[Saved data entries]
----
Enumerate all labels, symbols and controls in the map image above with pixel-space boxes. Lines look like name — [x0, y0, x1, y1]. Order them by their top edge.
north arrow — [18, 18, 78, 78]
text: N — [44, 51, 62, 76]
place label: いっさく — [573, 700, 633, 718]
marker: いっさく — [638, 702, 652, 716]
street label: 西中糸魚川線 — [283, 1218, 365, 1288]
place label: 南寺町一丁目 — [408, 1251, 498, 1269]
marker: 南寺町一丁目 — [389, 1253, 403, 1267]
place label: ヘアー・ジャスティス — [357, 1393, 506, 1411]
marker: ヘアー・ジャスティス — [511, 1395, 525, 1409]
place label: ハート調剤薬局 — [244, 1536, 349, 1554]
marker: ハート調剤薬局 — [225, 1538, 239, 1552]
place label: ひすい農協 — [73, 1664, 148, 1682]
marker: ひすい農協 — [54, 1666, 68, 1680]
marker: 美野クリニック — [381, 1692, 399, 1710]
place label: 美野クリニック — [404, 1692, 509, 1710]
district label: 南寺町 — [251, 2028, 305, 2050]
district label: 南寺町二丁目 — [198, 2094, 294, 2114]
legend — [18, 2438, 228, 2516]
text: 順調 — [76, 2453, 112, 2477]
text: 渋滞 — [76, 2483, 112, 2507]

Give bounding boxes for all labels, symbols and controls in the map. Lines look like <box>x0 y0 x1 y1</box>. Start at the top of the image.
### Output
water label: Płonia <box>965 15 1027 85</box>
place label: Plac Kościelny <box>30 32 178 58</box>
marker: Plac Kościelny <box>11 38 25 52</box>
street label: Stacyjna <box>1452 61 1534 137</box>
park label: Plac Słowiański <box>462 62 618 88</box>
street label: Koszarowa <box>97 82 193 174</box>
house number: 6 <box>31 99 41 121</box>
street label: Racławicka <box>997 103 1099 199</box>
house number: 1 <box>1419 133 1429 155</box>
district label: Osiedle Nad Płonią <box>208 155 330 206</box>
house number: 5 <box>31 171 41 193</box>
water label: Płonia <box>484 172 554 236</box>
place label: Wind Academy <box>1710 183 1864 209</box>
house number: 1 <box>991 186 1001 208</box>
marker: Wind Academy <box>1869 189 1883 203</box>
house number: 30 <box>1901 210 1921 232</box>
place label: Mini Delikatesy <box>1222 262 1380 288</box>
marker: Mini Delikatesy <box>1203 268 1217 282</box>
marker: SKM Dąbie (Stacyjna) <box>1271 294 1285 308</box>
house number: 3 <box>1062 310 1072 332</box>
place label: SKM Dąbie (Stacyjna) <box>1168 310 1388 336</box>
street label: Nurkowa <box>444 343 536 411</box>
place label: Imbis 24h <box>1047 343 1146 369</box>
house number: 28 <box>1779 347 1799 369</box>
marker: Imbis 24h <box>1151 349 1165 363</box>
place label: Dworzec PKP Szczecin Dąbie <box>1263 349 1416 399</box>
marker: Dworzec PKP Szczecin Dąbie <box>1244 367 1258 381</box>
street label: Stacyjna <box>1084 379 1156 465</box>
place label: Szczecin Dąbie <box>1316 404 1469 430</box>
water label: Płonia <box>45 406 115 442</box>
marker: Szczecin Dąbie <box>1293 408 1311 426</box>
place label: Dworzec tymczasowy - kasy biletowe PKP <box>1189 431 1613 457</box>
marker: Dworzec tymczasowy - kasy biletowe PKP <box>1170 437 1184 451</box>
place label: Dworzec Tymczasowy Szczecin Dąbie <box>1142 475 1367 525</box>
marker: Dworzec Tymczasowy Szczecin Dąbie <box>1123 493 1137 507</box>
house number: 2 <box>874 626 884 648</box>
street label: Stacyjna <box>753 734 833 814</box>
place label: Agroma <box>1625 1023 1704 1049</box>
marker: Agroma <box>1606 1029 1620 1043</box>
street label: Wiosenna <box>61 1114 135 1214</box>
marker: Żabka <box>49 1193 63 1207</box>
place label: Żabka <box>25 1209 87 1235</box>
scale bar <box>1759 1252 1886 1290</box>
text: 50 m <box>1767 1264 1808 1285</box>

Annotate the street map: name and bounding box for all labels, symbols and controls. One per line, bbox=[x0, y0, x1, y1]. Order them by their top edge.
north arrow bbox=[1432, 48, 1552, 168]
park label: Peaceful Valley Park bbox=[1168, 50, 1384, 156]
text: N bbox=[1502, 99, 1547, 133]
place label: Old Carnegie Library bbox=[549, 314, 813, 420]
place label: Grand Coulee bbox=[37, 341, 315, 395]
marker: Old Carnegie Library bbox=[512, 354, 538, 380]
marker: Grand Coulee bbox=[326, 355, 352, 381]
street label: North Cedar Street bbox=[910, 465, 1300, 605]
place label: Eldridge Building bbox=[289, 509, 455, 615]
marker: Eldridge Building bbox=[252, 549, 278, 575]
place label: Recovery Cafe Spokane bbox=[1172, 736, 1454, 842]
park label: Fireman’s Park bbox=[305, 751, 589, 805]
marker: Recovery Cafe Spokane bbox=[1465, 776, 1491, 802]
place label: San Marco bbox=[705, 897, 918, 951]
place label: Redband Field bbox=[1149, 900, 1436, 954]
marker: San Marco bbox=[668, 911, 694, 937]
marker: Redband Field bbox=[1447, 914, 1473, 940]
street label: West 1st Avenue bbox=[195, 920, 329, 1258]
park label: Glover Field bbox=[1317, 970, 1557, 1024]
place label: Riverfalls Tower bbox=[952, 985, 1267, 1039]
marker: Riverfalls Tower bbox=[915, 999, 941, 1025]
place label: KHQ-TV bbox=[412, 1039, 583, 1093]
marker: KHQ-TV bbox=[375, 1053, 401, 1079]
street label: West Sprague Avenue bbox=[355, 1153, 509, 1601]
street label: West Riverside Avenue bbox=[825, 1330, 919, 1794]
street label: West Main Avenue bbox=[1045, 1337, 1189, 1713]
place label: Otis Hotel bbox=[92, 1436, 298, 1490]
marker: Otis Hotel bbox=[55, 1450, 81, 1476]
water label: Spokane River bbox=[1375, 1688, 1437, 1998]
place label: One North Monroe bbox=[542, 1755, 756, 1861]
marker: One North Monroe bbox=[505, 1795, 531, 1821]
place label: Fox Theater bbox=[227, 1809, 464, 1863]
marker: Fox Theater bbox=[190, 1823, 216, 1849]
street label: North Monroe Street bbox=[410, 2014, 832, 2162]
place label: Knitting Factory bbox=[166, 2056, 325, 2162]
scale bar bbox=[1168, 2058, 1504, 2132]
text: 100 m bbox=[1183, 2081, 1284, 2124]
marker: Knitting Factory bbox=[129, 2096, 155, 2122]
----
- **WORK TASK**
All that is wanted is the line with "Annotate the street" and every later line in the entries, reproduced exactly.

- **ANSWER FOR THE TASK**
Annotate the street map: name and bounding box for all labels, symbols and controls. One per line, bbox=[x0, y0, x1, y1]. Order them by their top edge.
north arrow bbox=[1432, 48, 1552, 168]
park label: Peaceful Valley Park bbox=[1168, 50, 1384, 156]
text: N bbox=[1502, 99, 1547, 133]
place label: Old Carnegie Library bbox=[549, 314, 813, 420]
place label: Grand Coulee bbox=[37, 341, 315, 395]
marker: Old Carnegie Library bbox=[512, 354, 538, 380]
marker: Grand Coulee bbox=[326, 355, 352, 381]
street label: North Cedar Street bbox=[910, 465, 1300, 605]
place label: Eldridge Building bbox=[289, 509, 455, 615]
marker: Eldridge Building bbox=[252, 549, 278, 575]
place label: Recovery Cafe Spokane bbox=[1172, 736, 1454, 842]
park label: Fireman’s Park bbox=[305, 751, 589, 805]
marker: Recovery Cafe Spokane bbox=[1465, 776, 1491, 802]
place label: San Marco bbox=[705, 897, 918, 951]
place label: Redband Field bbox=[1149, 900, 1436, 954]
marker: San Marco bbox=[668, 911, 694, 937]
marker: Redband Field bbox=[1447, 914, 1473, 940]
street label: West 1st Avenue bbox=[195, 920, 329, 1258]
park label: Glover Field bbox=[1317, 970, 1557, 1024]
place label: Riverfalls Tower bbox=[952, 985, 1267, 1039]
marker: Riverfalls Tower bbox=[915, 999, 941, 1025]
place label: KHQ-TV bbox=[412, 1039, 583, 1093]
marker: KHQ-TV bbox=[375, 1053, 401, 1079]
street label: West Sprague Avenue bbox=[355, 1153, 509, 1601]
street label: West Riverside Avenue bbox=[825, 1330, 919, 1794]
street label: West Main Avenue bbox=[1045, 1337, 1189, 1713]
place label: Otis Hotel bbox=[92, 1436, 298, 1490]
marker: Otis Hotel bbox=[55, 1450, 81, 1476]
water label: Spokane River bbox=[1375, 1688, 1437, 1998]
place label: One North Monroe bbox=[542, 1755, 756, 1861]
marker: One North Monroe bbox=[505, 1795, 531, 1821]
place label: Fox Theater bbox=[227, 1809, 464, 1863]
marker: Fox Theater bbox=[190, 1823, 216, 1849]
street label: North Monroe Street bbox=[410, 2014, 832, 2162]
place label: Knitting Factory bbox=[166, 2056, 325, 2162]
scale bar bbox=[1168, 2058, 1504, 2132]
text: 100 m bbox=[1183, 2081, 1284, 2124]
marker: Knitting Factory bbox=[129, 2096, 155, 2122]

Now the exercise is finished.